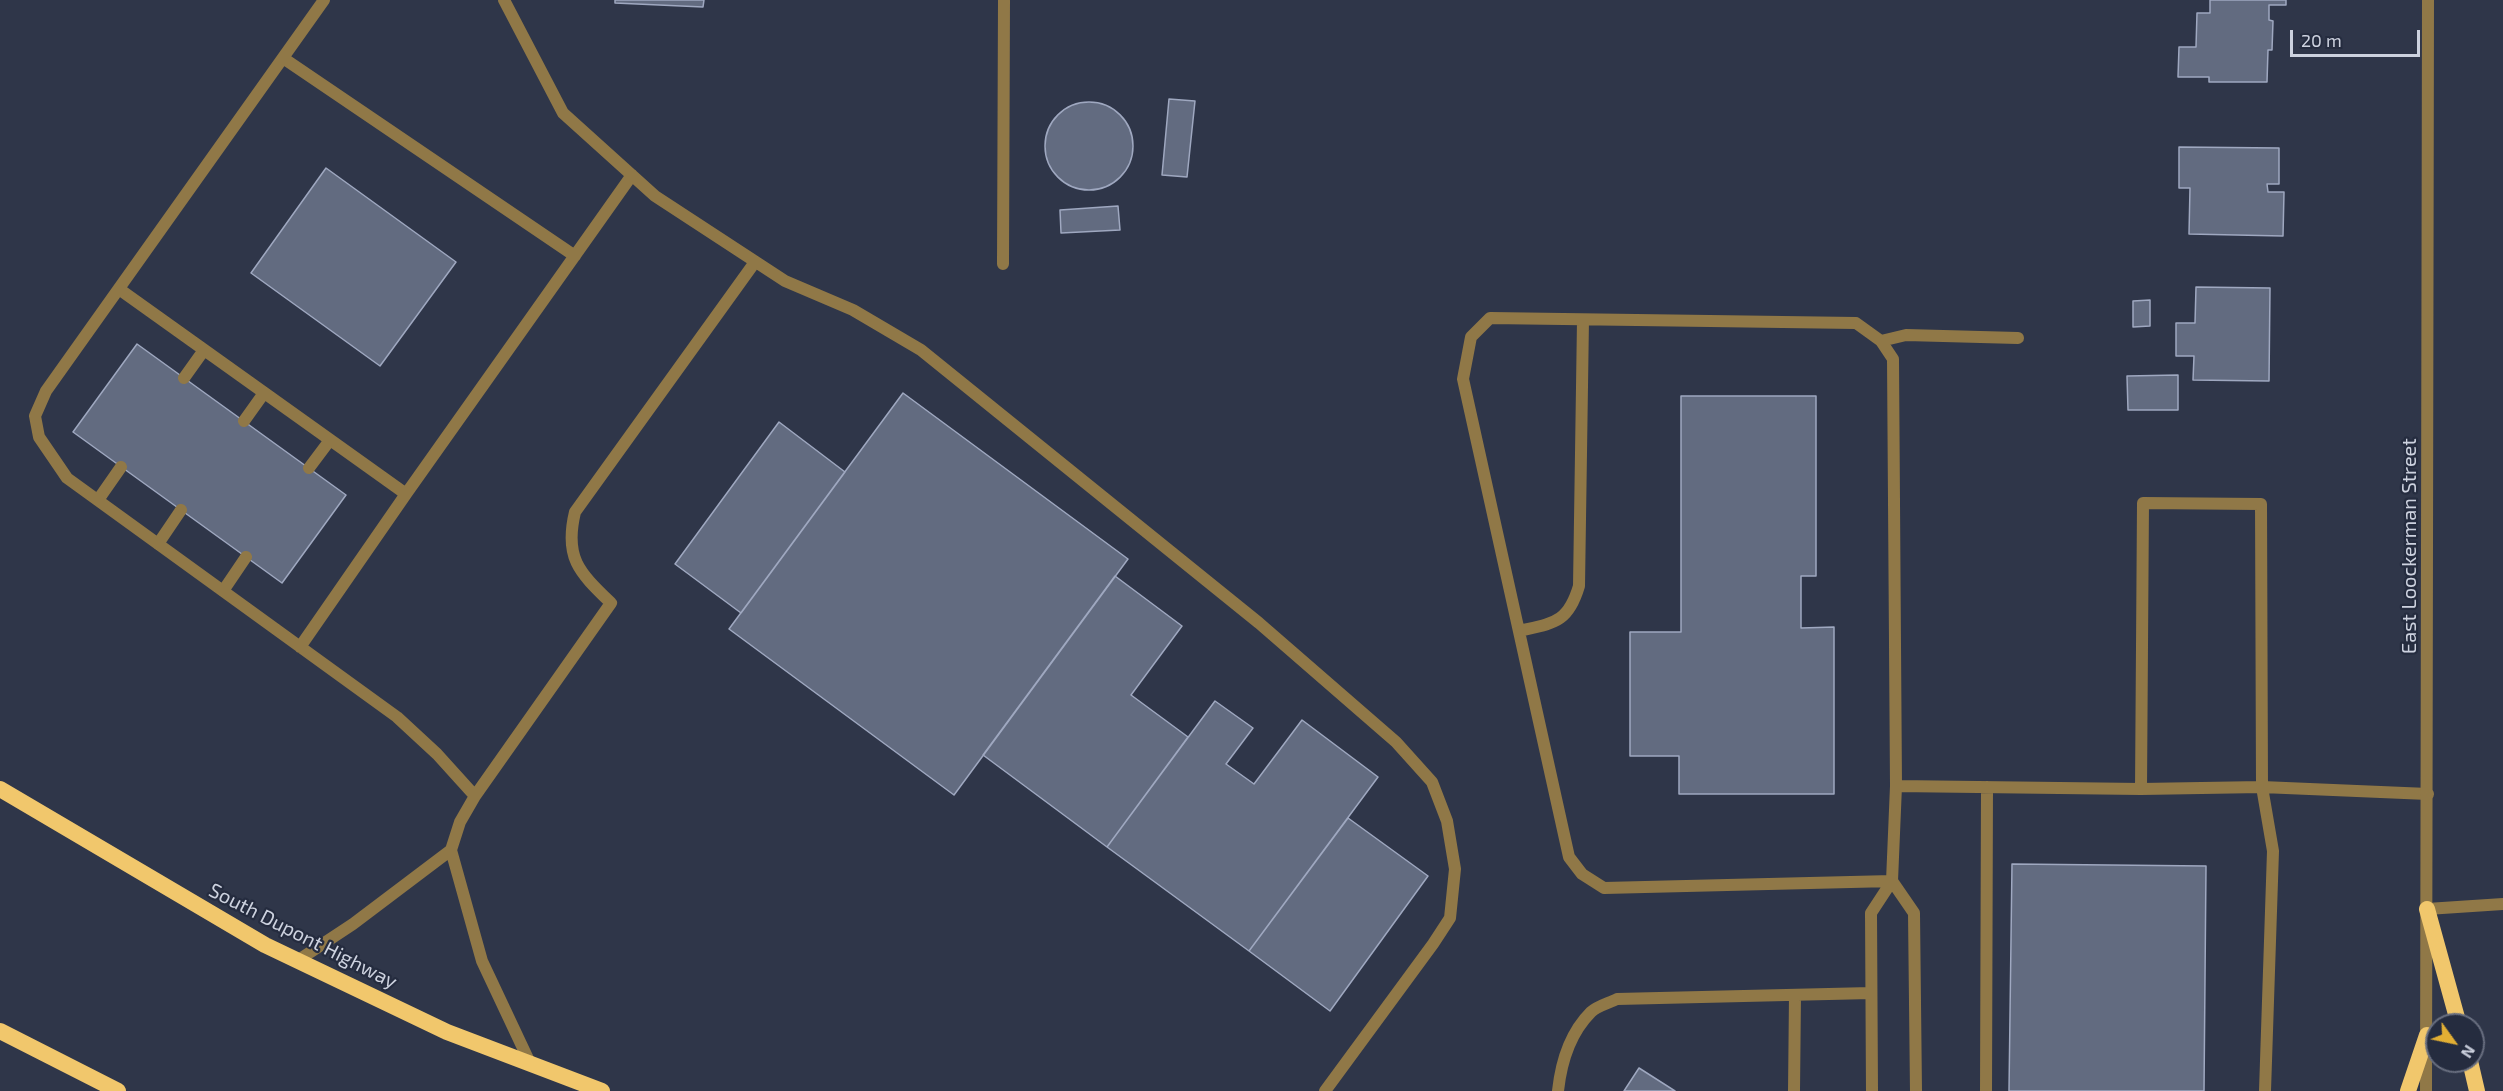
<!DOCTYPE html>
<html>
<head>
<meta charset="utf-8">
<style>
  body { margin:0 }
  #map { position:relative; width:2503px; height:1091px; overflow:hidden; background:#2f3649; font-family:"Exo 2",sans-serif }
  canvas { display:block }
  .north { position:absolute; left:2425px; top:1013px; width:60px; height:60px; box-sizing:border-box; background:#252c3f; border:2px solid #686e7f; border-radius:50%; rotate:123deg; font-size:16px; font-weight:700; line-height:24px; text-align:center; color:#cdd2df }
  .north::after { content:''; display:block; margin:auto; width:21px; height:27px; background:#e2af34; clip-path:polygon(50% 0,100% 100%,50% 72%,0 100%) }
  .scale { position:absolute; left:2290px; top:30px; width:130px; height:27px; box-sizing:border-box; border:3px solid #cdd2df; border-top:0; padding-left:8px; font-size:18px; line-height:21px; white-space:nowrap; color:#cdd2df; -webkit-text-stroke:4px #252c3f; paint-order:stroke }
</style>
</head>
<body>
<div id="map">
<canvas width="2503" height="1091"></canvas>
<div class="north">N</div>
<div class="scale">20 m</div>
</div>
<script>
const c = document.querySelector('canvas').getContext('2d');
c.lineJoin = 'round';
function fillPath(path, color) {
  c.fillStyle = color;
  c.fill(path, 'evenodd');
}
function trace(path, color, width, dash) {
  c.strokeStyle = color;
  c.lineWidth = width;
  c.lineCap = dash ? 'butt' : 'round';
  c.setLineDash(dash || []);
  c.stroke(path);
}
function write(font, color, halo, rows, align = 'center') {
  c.font = font + ' "Exo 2",sans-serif';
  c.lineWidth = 4.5;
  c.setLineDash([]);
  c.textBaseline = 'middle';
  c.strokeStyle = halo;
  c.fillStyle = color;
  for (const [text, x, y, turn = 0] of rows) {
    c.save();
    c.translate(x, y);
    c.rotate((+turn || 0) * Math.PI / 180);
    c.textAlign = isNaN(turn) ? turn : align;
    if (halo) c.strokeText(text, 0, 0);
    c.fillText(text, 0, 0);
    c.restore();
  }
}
const building = new Path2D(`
  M 615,0 L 704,0 L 703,7 L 615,3 Z
  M 2210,0 L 2286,0 L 2286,5 L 2269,5 L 2269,20 L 2273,21 L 2272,50 L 2268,50 L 2267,82 L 2209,82 L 2209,77 L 2178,77 L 2179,47 L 2196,47 L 2197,13 L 2210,13 Z
  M 1169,99 L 1195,101 L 1187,177 L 1162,175 Z
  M1045 146a44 44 0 1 1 88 0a44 44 0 1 1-88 0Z
  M 2179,147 L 2279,148 L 2279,184 L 2267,184 L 2268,192 L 2284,192 L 2283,236 L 2189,234 L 2190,188 L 2179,188 Z
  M 326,168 L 456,262 L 380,366 L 251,273 Z
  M 1118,206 L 1120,230 L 1061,233 L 1060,210 Z
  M 2196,287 L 2270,288 L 2269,381 L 2193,380 L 2194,356 L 2176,356 L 2176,323 L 2195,323 Z
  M 2150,300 L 2150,326 L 2133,327 L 2133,301 Z
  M 137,344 L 346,495 L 282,583 L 73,432 Z
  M 2178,375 L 2178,410 L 2128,410 L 2127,376 Z
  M 903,393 L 1128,559 L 954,795 L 729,629 Z
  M 1681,396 L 1816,396 L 1816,576 L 1801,576 L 1801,628 L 1834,627 L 1834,794 L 1679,794 L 1679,756 L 1630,756 L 1630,632 L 1681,632 Z
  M 779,422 L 845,472 L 741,613 L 675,564 Z
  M 1115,576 L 1182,626 L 1131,695 L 1188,737 L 1107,847 L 983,755 Z
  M 1215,701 L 1253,728 L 1226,764 L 1254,784 L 1302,720 L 1378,777 L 1249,951 L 1107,847 Z
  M 1348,818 L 1428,876 L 1330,1011 L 1249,951 Z
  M 2012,864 L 2206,866 L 2204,1091 L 2009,1091 Z
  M 1639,1068 L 1675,1091 L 1624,1091 Z`);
fillPath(building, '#626b80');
trace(building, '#9fa8c0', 1.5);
trace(new Path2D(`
  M 324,0 L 46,391 L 35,416 L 39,437 L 67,478 L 397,717 L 437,754 L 475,796 L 460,822 L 451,850
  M 504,0 L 563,113 L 655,196 L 785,281 L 853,310 L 921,350 L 1259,623 L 1396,742 L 1432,782 L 1447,821 L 1455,869 L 1450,918 L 1433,944 L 1325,1091
  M 283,58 L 575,256
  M 1003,264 L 1004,0
  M 119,289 L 406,494 L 632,175
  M 1881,341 L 1906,335 L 2018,338
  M 184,378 L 204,350
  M 244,421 L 264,393
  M 309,468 L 330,440
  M 98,500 L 121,467
  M 158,544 L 181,510
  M 223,591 L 246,557
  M 1519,631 C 1554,623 1568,623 1579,586 L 1583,320
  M 300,647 L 406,494
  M 2141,789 L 2262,787 L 2273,851 L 2265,1091
  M 475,796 L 611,603 C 579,572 564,558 575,512 L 755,262
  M 1892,881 L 1604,888 L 1582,874 L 1569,857 L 1463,379 L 1471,337 L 1490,318 L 1856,323 L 1881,341 L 1893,359 L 1896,786 L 2141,789 L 2143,503 L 2261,504 L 2262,787 L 2428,794
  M 1892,881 L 1914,913 L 1916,1091
  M 2427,909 L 2503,904
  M 297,961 L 353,924 L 451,850 L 482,961 L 530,1063
  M 1558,1091 C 1561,1063 1570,1033 1591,1012 C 1597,1006 1609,1003 1617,999 L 1871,993
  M 1794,1091 L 1795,995
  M 1872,1091 L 1871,913 L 1892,881 L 1896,786
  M 1986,1091 L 1987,787`), '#907847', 12);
trace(new Path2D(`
  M 2426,1091 L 2428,0`), '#907847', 12);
trace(new Path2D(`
  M 0,789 L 265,945 L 447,1032 L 602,1091
  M 2427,909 L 2459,1025
  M 0,1031 L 118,1091
  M 2470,1061 L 2477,1091
  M 2408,1091 L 2427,1035`), '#f1c76c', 16);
write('20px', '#cdd2df', '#252c3f', [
  ["East Loockerman Street",2409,546,-90],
  ["South Dupont Highway",303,936,27]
]);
</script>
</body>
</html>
==================================================
- _The task_:
Reply with one number, the count of lines in the entries that hold the string "turn".

- _Response to the exercise_:
3